EXERCISE |
Of the lines below, report only those that contain "Walk".

Stored data entries |
==================================================

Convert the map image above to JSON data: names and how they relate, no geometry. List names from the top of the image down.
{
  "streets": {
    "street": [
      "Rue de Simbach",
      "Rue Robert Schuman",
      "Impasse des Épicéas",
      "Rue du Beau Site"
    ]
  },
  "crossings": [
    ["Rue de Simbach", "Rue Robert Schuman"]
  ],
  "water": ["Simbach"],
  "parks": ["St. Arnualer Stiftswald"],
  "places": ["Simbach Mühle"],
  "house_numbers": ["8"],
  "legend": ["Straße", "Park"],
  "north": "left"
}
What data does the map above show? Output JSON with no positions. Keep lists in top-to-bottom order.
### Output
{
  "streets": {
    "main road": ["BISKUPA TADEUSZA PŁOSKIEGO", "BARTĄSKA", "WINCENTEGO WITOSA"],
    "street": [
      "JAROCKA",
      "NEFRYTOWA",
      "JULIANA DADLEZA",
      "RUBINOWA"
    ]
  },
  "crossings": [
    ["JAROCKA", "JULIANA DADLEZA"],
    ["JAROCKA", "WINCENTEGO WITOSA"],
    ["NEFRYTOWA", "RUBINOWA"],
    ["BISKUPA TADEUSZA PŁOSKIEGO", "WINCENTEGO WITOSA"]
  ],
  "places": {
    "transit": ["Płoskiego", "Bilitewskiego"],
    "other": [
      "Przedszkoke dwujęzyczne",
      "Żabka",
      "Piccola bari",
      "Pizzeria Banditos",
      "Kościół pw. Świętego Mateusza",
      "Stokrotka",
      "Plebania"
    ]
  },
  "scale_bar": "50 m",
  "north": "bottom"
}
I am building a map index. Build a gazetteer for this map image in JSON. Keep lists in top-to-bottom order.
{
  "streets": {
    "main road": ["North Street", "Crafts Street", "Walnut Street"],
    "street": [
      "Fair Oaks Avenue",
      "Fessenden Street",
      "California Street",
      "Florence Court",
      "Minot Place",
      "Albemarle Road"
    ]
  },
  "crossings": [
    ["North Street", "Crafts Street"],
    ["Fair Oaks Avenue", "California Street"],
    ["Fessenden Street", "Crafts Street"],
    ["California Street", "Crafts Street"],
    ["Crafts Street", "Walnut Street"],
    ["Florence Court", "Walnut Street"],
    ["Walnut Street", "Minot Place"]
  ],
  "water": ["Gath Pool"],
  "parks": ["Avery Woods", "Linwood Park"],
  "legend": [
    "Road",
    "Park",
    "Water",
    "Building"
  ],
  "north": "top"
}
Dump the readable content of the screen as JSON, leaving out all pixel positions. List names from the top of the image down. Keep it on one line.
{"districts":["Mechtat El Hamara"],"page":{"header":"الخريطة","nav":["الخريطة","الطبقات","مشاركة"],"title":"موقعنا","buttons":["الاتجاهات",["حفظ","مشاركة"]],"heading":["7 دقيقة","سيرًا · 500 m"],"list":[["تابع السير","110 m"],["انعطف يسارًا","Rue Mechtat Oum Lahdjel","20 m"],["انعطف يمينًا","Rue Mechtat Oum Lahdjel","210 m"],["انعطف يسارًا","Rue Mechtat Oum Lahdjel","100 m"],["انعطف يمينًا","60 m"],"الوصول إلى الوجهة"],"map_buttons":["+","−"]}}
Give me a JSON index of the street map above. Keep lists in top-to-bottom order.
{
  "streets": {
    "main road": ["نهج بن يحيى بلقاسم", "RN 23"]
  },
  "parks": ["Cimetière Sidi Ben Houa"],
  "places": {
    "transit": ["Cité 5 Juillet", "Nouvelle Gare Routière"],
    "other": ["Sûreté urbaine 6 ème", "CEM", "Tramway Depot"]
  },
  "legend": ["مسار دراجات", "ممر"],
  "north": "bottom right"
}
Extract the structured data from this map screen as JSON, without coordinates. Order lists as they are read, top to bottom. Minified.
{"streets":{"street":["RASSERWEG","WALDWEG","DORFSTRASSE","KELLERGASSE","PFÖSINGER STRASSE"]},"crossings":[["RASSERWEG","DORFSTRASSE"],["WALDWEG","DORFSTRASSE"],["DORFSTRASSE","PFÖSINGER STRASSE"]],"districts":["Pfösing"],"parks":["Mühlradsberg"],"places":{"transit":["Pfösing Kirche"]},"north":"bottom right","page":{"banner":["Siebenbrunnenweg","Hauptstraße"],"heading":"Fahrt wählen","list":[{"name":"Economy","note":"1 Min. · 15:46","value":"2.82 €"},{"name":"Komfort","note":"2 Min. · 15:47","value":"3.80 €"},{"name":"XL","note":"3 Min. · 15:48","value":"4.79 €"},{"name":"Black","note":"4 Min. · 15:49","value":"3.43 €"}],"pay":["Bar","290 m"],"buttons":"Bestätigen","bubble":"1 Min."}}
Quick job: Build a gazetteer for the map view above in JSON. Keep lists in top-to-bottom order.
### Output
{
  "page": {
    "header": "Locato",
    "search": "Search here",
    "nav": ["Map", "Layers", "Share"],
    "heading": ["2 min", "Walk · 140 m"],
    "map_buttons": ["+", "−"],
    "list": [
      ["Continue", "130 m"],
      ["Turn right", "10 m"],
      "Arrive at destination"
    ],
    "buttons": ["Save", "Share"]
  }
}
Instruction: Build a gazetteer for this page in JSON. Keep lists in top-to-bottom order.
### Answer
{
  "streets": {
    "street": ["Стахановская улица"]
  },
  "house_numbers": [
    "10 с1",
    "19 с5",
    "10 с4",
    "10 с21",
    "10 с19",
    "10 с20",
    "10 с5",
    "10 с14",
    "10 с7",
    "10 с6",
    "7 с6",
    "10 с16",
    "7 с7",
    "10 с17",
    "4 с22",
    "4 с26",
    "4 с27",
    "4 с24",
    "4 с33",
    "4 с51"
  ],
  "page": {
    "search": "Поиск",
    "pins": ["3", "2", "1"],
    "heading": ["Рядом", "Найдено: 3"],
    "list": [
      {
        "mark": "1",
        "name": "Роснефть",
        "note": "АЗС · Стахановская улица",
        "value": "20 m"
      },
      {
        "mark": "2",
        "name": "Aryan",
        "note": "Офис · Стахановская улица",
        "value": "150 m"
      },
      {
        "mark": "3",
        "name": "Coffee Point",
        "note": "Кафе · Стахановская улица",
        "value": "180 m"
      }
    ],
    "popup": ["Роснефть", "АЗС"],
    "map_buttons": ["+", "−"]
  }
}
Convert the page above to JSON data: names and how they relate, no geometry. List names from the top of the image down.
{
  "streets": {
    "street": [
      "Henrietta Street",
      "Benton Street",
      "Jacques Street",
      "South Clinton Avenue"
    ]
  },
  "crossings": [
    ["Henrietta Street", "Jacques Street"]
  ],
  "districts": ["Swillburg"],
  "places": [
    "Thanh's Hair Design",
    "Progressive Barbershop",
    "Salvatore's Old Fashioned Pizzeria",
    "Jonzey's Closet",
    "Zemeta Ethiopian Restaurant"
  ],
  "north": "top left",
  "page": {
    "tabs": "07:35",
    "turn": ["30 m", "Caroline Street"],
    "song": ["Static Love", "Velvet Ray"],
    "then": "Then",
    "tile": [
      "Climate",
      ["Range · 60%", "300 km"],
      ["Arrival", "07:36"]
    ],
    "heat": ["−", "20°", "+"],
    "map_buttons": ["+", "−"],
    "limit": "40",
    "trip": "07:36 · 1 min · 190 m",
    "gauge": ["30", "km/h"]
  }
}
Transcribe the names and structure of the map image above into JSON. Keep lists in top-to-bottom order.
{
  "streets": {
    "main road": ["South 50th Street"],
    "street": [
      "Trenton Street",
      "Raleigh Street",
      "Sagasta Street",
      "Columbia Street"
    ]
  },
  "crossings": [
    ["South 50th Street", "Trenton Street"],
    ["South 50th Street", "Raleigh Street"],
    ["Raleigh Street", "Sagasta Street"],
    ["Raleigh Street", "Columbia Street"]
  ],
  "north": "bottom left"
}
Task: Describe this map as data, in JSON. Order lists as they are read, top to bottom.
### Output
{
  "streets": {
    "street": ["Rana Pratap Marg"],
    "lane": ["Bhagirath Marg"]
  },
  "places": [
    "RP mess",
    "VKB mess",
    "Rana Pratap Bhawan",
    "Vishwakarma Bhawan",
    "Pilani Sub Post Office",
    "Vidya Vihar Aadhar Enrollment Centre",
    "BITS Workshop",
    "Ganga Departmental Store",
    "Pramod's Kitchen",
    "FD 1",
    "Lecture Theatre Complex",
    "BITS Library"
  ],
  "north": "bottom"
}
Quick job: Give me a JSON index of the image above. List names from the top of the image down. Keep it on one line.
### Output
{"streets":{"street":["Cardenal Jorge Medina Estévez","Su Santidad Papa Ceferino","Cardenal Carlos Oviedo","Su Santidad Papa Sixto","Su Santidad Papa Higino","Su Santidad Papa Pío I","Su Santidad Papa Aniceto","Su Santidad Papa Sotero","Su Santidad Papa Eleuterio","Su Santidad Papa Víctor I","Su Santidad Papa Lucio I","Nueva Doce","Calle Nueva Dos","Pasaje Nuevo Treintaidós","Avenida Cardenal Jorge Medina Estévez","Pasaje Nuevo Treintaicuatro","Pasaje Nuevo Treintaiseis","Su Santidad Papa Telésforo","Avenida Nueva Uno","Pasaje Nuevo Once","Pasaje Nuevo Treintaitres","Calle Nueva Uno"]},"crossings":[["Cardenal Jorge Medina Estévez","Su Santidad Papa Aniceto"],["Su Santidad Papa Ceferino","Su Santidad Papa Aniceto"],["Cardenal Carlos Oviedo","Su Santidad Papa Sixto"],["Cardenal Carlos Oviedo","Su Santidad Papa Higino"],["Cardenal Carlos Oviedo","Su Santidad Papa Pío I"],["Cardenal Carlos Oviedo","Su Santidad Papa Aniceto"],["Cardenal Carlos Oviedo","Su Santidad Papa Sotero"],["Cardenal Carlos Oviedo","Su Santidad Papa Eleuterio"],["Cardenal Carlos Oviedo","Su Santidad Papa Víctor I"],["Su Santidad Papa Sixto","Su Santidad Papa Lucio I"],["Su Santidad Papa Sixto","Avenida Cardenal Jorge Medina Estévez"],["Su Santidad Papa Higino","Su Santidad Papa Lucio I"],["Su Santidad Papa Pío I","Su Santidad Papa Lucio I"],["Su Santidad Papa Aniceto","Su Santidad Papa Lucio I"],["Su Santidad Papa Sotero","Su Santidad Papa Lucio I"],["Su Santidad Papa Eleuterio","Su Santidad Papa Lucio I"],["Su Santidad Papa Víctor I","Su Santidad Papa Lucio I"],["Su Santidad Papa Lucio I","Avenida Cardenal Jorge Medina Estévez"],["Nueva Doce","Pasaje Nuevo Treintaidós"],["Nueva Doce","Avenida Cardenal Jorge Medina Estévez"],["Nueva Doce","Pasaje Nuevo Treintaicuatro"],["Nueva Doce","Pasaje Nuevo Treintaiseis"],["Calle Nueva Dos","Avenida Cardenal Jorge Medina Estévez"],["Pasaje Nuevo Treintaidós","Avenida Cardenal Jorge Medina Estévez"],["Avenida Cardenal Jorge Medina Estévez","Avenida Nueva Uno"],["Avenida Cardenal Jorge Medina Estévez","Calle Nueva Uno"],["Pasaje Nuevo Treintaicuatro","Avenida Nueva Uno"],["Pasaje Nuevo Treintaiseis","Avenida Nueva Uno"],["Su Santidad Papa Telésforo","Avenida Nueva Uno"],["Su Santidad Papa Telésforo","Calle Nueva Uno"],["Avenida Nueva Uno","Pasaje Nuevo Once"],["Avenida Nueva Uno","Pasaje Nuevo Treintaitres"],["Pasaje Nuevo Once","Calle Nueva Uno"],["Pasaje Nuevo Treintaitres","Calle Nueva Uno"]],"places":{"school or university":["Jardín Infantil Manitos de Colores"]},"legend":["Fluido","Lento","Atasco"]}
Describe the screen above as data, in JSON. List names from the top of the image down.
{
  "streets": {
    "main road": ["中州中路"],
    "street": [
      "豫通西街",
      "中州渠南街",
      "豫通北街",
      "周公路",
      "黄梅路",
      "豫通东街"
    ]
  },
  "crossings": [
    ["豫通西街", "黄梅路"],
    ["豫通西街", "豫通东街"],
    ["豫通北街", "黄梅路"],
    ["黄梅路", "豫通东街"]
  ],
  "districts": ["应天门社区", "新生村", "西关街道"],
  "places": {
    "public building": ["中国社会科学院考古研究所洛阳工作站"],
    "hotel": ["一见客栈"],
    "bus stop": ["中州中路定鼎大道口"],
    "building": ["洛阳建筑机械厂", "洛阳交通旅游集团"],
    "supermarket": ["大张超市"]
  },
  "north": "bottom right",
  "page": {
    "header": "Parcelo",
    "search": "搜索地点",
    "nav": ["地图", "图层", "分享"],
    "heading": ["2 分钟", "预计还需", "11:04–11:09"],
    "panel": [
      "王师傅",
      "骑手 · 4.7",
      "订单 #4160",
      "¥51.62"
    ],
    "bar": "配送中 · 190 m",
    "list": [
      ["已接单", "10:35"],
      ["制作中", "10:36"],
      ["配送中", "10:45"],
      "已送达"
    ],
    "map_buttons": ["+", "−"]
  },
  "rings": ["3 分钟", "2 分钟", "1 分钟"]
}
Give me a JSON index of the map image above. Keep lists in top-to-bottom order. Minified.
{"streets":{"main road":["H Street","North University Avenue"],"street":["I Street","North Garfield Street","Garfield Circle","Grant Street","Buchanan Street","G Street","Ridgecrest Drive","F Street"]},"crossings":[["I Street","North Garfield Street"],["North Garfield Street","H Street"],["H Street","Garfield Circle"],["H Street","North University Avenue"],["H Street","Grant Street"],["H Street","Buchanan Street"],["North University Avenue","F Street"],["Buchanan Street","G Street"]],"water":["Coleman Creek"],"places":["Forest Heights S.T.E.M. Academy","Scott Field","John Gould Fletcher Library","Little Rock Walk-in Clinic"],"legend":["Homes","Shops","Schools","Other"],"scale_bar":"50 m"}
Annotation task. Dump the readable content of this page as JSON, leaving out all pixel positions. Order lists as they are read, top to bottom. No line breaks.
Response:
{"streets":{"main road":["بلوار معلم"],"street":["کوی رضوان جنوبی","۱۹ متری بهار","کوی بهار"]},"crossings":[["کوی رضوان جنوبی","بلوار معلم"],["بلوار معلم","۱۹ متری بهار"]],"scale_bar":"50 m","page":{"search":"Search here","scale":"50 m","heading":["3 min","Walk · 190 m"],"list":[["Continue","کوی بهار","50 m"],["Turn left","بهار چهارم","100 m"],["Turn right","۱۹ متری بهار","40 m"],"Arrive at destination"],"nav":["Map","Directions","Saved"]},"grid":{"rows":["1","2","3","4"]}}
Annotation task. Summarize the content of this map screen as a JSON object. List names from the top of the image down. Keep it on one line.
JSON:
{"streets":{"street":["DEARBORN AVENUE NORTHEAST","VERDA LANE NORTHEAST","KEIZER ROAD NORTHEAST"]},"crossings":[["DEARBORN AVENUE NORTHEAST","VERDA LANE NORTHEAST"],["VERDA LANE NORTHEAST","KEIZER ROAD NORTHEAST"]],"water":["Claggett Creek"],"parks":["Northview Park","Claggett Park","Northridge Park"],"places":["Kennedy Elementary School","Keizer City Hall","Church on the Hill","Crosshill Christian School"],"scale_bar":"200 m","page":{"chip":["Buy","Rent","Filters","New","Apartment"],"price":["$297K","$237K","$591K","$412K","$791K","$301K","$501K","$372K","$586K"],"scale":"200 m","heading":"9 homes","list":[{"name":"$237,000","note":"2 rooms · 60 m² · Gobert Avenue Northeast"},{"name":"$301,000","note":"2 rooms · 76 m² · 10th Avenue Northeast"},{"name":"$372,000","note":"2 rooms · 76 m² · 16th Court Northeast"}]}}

==================================================

SOLUTION TO THIS PROBLEM |
    "heading": ["2 min", "Walk · 140 m"],
{"streets":{"main road":["H Street","North University Avenue"],"street":["I Street","North Garfield Street","Garfield Circle","Grant Street","Buchanan Street","G Street","Ridgecrest Drive","F Street"]},"crossings":[["I Street","North Garfield Street"],["North Garfield Street","H Street"],["H Street","Garfield Circle"],["H Street","North University Avenue"],["H Street","Grant Street"],["H Street","Buchanan Street"],["North University Avenue","F Street"],["Buchanan Street","G Street"]],"water":["Coleman Creek"],"places":["Forest Heights S.T.E.M. Academy","Scott Field","John Gould Fletcher Library","Little Rock Walk-in Clinic"],"legend":["Homes","Shops","Schools","Other"],"scale_bar":"50 m"}
{"streets":{"main road":["بلوار معلم"],"street":["کوی رضوان جنوبی","۱۹ متری بهار","کوی بهار"]},"crossings":[["کوی رضوان جنوبی","بلوار معلم"],["بلوار معلم","۱۹ متری بهار"]],"scale_bar":"50 m","page":{"search":"Search here","scale":"50 m","heading":["3 min","Walk · 190 m"],"list":[["Continue","کوی بهار","50 m"],["Turn left","بهار چهارم","100 m"],["Turn right","۱۹ متری بهار","40 m"],"Arrive at destination"],"nav":["Map","Directions","Saved"]},"grid":{"rows":["1","2","3","4"]}}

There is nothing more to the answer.